Before being approved, biosimilars are thoroughly tested to ensure that they are similar in efficacy and safety to the reference product, which, in this case, is trastuzumab. These products are widely used in Europe, Esteva said, though he mentioned that there may be some apprehension here in the United States — especially when it comes to monoclonal antibody biosimilars like those for trastuzumab.

“There's a little bit more anxiety when we talk about biosimilars for therapeutic monoclonal antibodies. However, from what we've seen in other countries, [biosimilars] will be used [more in the United States in the future],” Esteva said.

Once these agents are more widely used, cancer care prices will decrease in the United States, though Esteva is not sure by how much. If it were anything like in Europe, he explained, we could see about a 30% decrease in costs. Money saved could go into the research and development of new drugs, according to Esteva.

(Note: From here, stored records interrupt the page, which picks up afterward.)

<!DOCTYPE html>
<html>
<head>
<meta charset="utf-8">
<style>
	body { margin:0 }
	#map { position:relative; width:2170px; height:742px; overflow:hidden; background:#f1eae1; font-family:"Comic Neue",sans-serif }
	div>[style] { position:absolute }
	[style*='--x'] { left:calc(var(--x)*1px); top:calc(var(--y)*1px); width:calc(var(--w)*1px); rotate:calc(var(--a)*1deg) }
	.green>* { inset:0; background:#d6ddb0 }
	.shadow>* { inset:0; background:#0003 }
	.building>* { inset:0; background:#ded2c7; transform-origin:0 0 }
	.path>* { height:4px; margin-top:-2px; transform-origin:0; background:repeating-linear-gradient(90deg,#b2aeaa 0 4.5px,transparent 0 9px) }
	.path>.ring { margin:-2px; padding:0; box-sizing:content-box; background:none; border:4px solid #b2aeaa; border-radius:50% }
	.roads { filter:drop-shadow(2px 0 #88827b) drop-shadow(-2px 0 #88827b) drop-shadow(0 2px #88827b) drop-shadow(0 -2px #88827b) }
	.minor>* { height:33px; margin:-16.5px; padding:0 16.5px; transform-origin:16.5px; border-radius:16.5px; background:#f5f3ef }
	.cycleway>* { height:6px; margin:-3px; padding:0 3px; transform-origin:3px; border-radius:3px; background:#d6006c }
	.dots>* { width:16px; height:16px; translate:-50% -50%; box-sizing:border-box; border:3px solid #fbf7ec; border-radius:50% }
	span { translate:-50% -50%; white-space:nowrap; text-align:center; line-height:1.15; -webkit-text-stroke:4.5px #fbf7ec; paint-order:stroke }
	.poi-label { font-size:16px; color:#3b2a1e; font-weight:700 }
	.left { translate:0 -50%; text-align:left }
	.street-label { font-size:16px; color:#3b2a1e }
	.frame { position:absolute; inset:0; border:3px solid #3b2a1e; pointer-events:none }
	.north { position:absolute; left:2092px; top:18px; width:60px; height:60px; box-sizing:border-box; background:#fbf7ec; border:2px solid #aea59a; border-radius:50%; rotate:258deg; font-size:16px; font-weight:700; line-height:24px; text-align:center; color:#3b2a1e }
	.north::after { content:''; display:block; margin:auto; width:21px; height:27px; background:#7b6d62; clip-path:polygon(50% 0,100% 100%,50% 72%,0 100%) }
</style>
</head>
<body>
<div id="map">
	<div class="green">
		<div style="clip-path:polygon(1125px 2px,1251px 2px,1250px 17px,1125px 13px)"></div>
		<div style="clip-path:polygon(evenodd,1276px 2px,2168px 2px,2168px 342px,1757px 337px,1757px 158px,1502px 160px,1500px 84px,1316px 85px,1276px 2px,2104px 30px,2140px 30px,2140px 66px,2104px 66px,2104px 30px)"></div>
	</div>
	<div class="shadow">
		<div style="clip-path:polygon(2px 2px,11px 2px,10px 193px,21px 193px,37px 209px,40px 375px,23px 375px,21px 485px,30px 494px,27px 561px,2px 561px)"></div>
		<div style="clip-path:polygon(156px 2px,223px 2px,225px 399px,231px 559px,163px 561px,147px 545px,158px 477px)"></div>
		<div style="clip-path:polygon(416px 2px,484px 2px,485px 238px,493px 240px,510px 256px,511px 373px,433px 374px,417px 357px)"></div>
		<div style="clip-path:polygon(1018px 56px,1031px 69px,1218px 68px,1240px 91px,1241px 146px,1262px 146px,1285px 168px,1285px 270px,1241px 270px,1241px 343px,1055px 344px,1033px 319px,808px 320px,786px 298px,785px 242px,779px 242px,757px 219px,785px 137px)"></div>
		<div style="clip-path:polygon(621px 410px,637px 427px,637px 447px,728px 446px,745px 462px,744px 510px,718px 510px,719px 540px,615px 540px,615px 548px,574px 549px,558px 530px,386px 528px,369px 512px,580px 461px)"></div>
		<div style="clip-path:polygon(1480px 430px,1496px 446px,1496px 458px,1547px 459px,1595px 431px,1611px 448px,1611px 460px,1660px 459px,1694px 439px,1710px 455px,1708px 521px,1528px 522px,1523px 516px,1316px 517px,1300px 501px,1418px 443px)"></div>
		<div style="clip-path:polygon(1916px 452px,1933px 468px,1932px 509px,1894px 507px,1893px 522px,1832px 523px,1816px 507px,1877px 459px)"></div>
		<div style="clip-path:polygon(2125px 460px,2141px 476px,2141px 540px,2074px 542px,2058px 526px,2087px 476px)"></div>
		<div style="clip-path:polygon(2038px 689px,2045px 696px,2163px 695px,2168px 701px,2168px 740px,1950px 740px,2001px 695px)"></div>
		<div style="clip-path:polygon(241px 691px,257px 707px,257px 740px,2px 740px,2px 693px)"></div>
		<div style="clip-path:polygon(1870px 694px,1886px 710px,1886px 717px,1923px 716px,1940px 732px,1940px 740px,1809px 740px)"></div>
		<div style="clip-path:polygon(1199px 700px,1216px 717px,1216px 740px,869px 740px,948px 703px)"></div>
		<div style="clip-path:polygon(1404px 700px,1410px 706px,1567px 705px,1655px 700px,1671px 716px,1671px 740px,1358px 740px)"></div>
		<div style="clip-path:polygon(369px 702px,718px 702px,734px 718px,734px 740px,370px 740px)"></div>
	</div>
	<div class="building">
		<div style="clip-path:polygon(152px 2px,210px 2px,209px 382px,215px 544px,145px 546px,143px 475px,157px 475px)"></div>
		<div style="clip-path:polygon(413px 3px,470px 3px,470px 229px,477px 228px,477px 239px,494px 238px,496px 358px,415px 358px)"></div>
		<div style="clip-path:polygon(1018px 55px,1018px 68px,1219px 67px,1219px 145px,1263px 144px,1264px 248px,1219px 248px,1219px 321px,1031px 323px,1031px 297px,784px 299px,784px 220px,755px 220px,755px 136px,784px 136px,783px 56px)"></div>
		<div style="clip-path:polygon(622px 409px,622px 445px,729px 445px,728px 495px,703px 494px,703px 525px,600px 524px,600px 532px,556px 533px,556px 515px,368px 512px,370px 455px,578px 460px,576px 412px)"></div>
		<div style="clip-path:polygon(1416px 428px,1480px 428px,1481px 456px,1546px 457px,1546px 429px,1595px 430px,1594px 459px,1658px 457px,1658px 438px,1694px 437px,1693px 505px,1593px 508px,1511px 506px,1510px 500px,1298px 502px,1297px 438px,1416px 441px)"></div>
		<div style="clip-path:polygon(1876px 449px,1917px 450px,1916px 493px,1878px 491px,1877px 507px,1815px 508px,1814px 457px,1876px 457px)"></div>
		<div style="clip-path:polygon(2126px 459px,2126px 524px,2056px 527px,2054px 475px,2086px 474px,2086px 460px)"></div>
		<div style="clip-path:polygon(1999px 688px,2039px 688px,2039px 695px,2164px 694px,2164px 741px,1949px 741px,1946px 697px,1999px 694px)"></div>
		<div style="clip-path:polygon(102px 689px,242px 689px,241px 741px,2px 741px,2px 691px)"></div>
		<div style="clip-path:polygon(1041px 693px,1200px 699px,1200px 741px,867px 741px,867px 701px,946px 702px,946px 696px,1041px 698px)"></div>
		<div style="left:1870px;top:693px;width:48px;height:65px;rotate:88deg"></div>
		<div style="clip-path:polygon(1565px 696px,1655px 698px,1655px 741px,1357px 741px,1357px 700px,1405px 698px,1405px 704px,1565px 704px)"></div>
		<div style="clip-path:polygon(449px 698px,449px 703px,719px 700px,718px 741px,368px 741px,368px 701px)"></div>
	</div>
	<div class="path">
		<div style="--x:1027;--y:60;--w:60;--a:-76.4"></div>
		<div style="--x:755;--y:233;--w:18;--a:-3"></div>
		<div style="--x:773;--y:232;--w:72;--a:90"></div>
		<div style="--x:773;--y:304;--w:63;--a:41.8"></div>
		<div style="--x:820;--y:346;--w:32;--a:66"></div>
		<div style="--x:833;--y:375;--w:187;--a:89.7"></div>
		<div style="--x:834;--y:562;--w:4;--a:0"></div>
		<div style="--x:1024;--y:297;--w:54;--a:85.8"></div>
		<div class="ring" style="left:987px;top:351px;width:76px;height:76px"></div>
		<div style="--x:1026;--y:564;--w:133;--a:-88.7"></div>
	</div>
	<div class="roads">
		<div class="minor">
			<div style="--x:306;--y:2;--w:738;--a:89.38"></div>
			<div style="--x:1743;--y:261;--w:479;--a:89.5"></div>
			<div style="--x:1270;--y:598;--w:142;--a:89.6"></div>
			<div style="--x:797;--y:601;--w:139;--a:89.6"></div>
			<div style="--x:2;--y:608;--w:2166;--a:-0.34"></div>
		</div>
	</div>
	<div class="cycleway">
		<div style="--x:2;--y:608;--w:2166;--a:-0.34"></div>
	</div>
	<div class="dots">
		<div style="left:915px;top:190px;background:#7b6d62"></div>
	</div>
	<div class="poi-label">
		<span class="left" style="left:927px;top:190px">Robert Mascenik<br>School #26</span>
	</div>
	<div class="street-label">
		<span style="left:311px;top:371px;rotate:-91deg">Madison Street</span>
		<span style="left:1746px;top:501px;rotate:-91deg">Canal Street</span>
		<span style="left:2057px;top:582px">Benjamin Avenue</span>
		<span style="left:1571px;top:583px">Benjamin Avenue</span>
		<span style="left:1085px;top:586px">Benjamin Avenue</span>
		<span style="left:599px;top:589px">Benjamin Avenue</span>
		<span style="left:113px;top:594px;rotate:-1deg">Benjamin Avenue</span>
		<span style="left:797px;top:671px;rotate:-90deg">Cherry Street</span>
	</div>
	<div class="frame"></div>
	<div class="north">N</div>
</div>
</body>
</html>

“We’re going to have to balance the budget a little bit [if we want to continue to develop new drugs]. We have to keep in mind that these are expensive medications; biologics require significant technology [to develop],” he said, emphasizing that biosimilars are not as inexpensive to make as genetic medications.

“The [drugs are still going to be] expensive, and there is a limit to how much [biosimilars can bring that cost] down. However, I believe there will be significant use for them in the future,” Esteva said.

A version of this article appeared on OncLive as, “Biosimilars Expected to Become More Widespread in US Oncology Market.”